More countries wanted to be a part of this. Eventually it became the TPP, which is a grouping of 12 countries comprising 40 per cent of global GDP, including the US and Japan. The TPP is completely different, in scale and ambition, from the P4. Its significance is not just economic, but also strategic. It deepens ties between the US and Asia, makes for a more integrated and stable region, and is a pathway to an eventual Free Trade Area of the Asia-Pacific.
Second, we work to sustain good relations amongst countries in our immediate region, namely South-east Asia. Asean is the cornerstone of our foreign policy. We work actively with our Asean partners, we participate in Asean projects, we help the less developed countries in Asean - countries like Cambodia, Laos, Vietnam and Myanmar - to narrow the development gap through the Initiative for Asean Integration. We work hard to forge Asean consensus on common issues, whether pursuing Asean economic integration, or tackling transboundary haze.

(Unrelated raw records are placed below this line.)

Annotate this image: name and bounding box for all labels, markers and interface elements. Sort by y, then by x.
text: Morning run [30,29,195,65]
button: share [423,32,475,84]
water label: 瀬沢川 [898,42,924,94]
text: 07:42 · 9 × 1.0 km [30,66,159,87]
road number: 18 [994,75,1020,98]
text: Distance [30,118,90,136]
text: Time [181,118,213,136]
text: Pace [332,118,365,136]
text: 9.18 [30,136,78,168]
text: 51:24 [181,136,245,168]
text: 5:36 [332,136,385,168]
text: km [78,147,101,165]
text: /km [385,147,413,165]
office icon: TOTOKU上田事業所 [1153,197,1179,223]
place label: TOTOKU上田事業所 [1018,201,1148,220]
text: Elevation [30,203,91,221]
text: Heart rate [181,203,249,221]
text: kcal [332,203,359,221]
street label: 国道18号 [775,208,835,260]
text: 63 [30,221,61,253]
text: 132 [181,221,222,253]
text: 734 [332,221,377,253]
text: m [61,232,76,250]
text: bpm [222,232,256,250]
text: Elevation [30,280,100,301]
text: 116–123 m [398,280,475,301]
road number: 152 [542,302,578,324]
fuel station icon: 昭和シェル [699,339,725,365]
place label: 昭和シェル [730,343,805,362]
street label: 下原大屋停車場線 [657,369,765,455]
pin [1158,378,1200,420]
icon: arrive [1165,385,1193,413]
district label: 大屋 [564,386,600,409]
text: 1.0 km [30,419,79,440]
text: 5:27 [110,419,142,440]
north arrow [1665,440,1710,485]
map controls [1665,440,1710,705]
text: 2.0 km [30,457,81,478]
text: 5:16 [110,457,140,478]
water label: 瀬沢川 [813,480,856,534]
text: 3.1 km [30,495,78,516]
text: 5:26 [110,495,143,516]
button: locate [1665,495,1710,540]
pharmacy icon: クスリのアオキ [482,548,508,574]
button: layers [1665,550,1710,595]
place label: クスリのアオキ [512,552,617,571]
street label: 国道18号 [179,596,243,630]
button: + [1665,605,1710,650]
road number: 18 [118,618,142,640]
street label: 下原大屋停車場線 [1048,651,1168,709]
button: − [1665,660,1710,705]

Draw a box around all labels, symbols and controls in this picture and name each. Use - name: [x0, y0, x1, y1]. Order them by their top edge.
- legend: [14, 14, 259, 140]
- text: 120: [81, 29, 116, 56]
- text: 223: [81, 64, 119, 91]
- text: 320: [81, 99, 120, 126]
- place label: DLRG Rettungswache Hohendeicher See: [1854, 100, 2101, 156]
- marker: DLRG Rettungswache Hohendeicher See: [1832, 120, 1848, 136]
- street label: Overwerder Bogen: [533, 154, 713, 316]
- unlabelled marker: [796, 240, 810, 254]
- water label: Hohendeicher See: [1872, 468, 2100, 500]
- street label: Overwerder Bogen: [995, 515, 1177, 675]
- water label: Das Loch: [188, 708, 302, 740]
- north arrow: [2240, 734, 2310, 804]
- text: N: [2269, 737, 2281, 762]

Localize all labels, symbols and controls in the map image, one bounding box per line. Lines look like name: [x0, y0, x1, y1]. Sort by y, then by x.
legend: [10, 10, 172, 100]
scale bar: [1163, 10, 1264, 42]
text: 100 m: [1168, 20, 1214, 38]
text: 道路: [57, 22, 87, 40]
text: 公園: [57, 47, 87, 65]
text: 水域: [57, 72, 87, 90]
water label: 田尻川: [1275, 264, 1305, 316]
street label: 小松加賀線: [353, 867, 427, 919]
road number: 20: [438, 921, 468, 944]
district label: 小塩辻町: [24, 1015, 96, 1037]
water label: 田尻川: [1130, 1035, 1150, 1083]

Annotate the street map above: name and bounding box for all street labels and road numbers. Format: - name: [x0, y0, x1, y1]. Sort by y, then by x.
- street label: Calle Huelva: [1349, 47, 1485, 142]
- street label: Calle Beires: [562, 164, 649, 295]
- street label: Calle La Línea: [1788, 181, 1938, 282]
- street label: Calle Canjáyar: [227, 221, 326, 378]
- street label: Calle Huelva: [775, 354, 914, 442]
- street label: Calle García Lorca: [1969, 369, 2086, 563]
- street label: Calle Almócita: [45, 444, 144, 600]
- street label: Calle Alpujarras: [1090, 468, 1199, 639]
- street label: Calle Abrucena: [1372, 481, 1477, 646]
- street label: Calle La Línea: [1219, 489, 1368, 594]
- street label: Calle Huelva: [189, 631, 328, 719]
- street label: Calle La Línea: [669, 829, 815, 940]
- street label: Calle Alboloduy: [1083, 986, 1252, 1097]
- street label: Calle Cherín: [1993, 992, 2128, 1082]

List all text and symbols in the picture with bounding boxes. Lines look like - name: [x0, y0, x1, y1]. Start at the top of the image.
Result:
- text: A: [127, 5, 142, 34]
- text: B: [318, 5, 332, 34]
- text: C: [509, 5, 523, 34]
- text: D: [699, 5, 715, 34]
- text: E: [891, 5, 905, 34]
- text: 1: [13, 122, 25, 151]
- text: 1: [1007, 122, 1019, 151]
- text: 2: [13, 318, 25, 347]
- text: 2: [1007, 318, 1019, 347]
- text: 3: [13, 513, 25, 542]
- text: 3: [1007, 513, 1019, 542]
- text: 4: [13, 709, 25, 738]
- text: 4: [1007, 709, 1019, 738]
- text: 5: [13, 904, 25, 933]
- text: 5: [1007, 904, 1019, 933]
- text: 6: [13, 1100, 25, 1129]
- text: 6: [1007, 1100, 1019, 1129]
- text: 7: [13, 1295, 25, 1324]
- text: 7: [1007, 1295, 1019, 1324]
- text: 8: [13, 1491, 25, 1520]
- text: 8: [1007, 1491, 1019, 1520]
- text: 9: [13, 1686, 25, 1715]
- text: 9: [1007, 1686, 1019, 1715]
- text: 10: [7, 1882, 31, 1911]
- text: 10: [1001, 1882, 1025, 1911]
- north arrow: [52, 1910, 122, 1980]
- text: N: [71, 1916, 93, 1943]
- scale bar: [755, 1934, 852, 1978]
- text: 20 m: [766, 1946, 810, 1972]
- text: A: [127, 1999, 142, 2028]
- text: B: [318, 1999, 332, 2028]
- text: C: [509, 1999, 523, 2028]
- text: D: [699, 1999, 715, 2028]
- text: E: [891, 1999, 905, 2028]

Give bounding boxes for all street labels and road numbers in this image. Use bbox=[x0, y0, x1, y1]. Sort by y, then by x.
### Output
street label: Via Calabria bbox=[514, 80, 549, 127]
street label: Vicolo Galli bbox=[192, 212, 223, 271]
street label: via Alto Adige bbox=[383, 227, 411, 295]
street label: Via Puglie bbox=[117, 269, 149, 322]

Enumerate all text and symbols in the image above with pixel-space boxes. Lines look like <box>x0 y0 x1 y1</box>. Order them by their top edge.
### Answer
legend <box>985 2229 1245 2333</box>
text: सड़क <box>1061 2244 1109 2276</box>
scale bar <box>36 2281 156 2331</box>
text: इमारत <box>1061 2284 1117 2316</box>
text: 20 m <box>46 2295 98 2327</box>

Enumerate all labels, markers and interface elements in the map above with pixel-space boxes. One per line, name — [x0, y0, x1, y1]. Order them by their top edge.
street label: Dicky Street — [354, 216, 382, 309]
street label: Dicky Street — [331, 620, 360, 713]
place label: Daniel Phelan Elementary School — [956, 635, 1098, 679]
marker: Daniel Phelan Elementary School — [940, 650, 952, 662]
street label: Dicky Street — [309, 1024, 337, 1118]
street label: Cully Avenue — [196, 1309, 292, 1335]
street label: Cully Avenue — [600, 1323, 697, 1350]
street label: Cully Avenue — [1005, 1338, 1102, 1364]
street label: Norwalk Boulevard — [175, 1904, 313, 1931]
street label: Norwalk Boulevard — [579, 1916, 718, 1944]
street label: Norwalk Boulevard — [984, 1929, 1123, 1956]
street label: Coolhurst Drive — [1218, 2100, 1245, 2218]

Singapore is one of the smaller countries. We are not in a dominant position, but we do our part. We also work with our Asean partners to make Asean an effective and credible player in wider regional or multilateral forums.
Asean diplomacy is not always about enhancing cooperation. From time to time, we also have to manage disputes and frictions, as we are doing on the South China Sea. Singapore is not a claimant state, but we do have important interests at stake - freedom of navigation, peaceful resolution of disputes, respect for international law. We also have a role to play because we are the coordinator for Asean-China Dialogue Relations. We aim to be an honest broker, dealing fairly and openly with all parties so that we not only preserve stability and peace in the region but also establish our reputation for being a reliable country to deal with, and Asean can enhance its credibility as an effective organisation that can deal with difficult security issues.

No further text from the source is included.